I ran hdparm and smartctl without seeing problems.

After this, I decided to pull drives, cards, cables and go back to minimum hardware. After adding things back in, I still get the error using a round cable, but don't with a standard ribbon cable. Maybe they are cheap cables. I don't know.

I also found this where others with round cables had the exact same issue, but it went away replacing the cable.

----------

## frostschutz

I simply don't have room for inflexible flat IDE cables. So I am using two 90cm round cables for IDE. However, these cables are of very high quality. They work without any problems for years now, despite the specification allowing only flat cables and a maximum length of 60cm. I also got another pair of round cables that came with my motherboard; these were really cheaply made (the plastic mantle came off and everything), but they worked as well (maybe because there were considerably shorter).

I think using round cables is not that much of an issue. It doesn't matter either way since IDE is already being replaced by SATA. However, there are dangers when buying cables in general... many of them are just cheaply made. This doesn't mean that cheap cables are always bad; there are very good cables that are cheap, and very expensive cables that are just produced to take money out of a dummy user's pocket.

Don't buy in a computer apothecary; rather go to a dealer who only sells stuff that is known to work well, and is willing to back his words with a money-back guarantee. I got my cables from a shop which specializes on electronics and cables, who sells at very fair prices, and never had any issues.

Whereas in a computer apothecary all you get is the l33t stuff for l33t people, like triple shielded cables for 40$ each, which use such cheap cables on the inside -- since it's shielded, you can't see what's going on in there, besides such slight glitches in data transmission are hidden from Windows users anyway -- that they just won't meet your requirements.

----------

## Robelix

Dont't blame them because they are round, blame them because they are bad.

I had so far only good experiences with round cables, and a lot of troubles with flat cables, even with new ones.

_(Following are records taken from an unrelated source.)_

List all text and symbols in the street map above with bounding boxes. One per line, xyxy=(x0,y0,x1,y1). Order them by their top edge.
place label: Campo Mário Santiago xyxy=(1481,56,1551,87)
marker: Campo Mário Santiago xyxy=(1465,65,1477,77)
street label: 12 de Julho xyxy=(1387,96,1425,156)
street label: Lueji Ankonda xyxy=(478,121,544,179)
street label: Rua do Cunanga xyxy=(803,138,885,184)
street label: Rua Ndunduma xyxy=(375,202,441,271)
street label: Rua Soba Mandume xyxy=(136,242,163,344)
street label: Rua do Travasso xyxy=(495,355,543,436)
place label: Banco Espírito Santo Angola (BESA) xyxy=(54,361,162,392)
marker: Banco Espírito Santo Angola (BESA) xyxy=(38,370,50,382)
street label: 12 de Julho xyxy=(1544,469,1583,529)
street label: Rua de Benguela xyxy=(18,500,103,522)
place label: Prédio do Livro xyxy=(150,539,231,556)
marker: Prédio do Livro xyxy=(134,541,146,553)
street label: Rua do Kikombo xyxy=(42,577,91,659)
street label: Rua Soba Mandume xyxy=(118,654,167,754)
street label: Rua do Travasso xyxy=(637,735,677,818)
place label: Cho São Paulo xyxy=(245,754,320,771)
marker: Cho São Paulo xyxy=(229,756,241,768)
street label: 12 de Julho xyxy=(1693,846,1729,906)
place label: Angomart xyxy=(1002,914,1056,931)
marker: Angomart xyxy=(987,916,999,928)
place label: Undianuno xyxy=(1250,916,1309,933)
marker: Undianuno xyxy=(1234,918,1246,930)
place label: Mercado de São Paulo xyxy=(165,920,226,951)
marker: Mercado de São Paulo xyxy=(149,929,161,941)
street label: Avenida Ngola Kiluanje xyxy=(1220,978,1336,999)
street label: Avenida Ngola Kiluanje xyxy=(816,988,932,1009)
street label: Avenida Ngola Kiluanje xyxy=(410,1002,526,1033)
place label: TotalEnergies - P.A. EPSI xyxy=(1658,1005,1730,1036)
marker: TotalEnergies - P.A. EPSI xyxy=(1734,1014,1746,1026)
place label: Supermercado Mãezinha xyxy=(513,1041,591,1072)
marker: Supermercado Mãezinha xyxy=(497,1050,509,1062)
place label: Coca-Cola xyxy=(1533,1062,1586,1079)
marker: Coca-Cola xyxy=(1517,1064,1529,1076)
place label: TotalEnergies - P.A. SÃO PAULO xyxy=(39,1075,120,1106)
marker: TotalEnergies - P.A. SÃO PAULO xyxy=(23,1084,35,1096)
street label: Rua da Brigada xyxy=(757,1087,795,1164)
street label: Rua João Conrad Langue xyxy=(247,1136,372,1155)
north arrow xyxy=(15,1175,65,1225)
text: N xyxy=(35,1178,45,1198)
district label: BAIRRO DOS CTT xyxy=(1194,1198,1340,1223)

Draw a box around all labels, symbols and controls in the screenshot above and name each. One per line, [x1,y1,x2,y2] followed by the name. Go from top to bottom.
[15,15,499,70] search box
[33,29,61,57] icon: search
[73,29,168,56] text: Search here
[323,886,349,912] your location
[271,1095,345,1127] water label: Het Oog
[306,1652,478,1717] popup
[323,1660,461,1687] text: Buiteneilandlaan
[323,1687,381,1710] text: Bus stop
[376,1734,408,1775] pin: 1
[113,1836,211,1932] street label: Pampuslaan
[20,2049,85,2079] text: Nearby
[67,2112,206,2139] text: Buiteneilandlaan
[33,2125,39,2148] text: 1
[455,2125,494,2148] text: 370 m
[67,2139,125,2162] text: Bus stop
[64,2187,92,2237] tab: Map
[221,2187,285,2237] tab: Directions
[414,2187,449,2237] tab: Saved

Simply get good cables (round or flat) but stay away from the fancy looking stuff. They are designed to look cool, but often not to work.

----------

## Naib

more then likely it is because the ones you have are unscreened.

if they are round or flat are meaningless, however screening is essential

----------

## veggie2u

Anyone care to post where they buy quality cables? I don't think I have ever had trouble with the flat cables I get with motherboards or drives, and I don't think that I have heard from many people that have had drive errors due to bad flat cables. I will concede that it is possible to have bad flat cables and great round cables, so it would be interresting to see numbers on flat vs round cables and issues vs price. I never see people posting reviews of cables, so how do you suggest figuring out what is good vs bad.

----------

## adsmith

Another thing people frequently ignore is the max length spec for IDE/ATA cables.  

IDE cables, espescially those fancy 80-wire ones, should never be more than 18 inches.  However, for a big chasis, it's easy to go buy  3 foot cables.  BAD IDEA.

----------

## Cintra

 *veggie2u wrote:*   

> Anyone care to post where they buy quality cables? I don't think I have ever had trouble with the flat cables I get with motherboards or drives, and I don't think that I have heard from many people that have had drive errors due to bad flat cables. I will concede that it is possible to have bad flat cables and great round cables, so it would be interresting to see numbers on flat vs round cables and issues vs price. I never see people posting reviews of cables, so how do you suggest figuring out what is good vs bad.

 the trouble with the flat cables is that your transfer results will probably be a LOT worse - have you run this lately..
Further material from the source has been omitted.